In [1]:
import numpy as np
import torch 
import cv2 as cv
import os 
import matplotlib.pyplot as plt 
from torchinfo import summary 
import torch.nn as nn
from typing import Tuple , Callable , Optional
from tqdm import tqdm 
from torch.utils.data import Dataset, DataLoader , random_split
from PIL import Image
from torchvision import transforms 

In [2]:
device = 'cuda' if torch.cuda.is_available() else 'cpu'
device

'cuda'

In [3]:
root_dir = '/media/ai/External/datasets/firesmoke_dataset'
fire_vidoes_list  = os.listdir(os.path.join(root_dir , 'fire' ))
no_fire_video_list  = os.listdir(os.path.join(root_dir , 'no_fire'))

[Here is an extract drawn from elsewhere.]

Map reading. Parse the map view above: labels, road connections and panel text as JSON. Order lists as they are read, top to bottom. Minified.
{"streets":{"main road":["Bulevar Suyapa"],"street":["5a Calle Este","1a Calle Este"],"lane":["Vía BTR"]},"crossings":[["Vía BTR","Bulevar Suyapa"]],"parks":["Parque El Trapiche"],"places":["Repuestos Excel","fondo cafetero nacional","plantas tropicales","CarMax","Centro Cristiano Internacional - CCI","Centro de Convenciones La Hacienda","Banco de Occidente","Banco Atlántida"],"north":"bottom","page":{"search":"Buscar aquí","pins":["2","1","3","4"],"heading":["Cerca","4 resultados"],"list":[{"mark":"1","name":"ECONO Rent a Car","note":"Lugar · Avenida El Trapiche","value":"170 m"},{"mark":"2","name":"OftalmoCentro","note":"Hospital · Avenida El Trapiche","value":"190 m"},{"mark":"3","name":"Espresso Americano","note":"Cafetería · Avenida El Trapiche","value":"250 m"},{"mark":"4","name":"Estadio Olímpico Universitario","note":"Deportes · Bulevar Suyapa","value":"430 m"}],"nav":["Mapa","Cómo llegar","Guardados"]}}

len(fire_vidoes_list) , len(os.listdir(os.path.join(root_dir,  'fire', 'firesmoke_2')))


(3179, 30)

In [4]:
class FireVideoDataset(Dataset):
    def __init__(self, root_dir, chunk_size=30):
        self.chunk_size = chunk_size
        self.samples = []
        self.transform = transforms.Compose([
            transforms.ToTensor(),  # Convert PIL image to min max scale (0-1)
            transforms.Normalize(
                    [0.485, 0.456, 0.406],
                    [0.229, 0.224, 0.225]
                    ), 
            transforms.Resize((224, 224))
            # transforms.RandomHorizontalFlip(0.5), 
            # transforms.ColorJitter(0.2)
        ])
        for class_name, label in [('fire', 1), ('no_fire', 0)]:
            class_dir = os.path.join(root_dir, class_name)
            for chunk_folder in os.listdir(class_dir):
                chunk_path = os.path.join(class_dir, chunk_folder)
                
                if os.path.isdir(chunk_path) and len(os.listdir(chunk_path)) >= chunk_size:
                    self.samples.append((chunk_path, label))

    def __len__(self):
        return len(self.samples)

    def __getitem__(self, idx):
        chunk_path, label = self.samples[idx]
        
        image_files = os.listdir(chunk_path)[:self.chunk_size] 
        frames = []

        for fname in image_files:
            img_path = os.path.join(chunk_path, fname)
            img = Image.open(img_path)

            if img is None:
                continue  
            frames.append(self.transform(img)) 
        np_frame = np.array(frames)  # its [B , C , H , W]
        np_frame = np.transpose(np_frame, (1 , 0, 2, 3))  # becomes [C , B , H , W]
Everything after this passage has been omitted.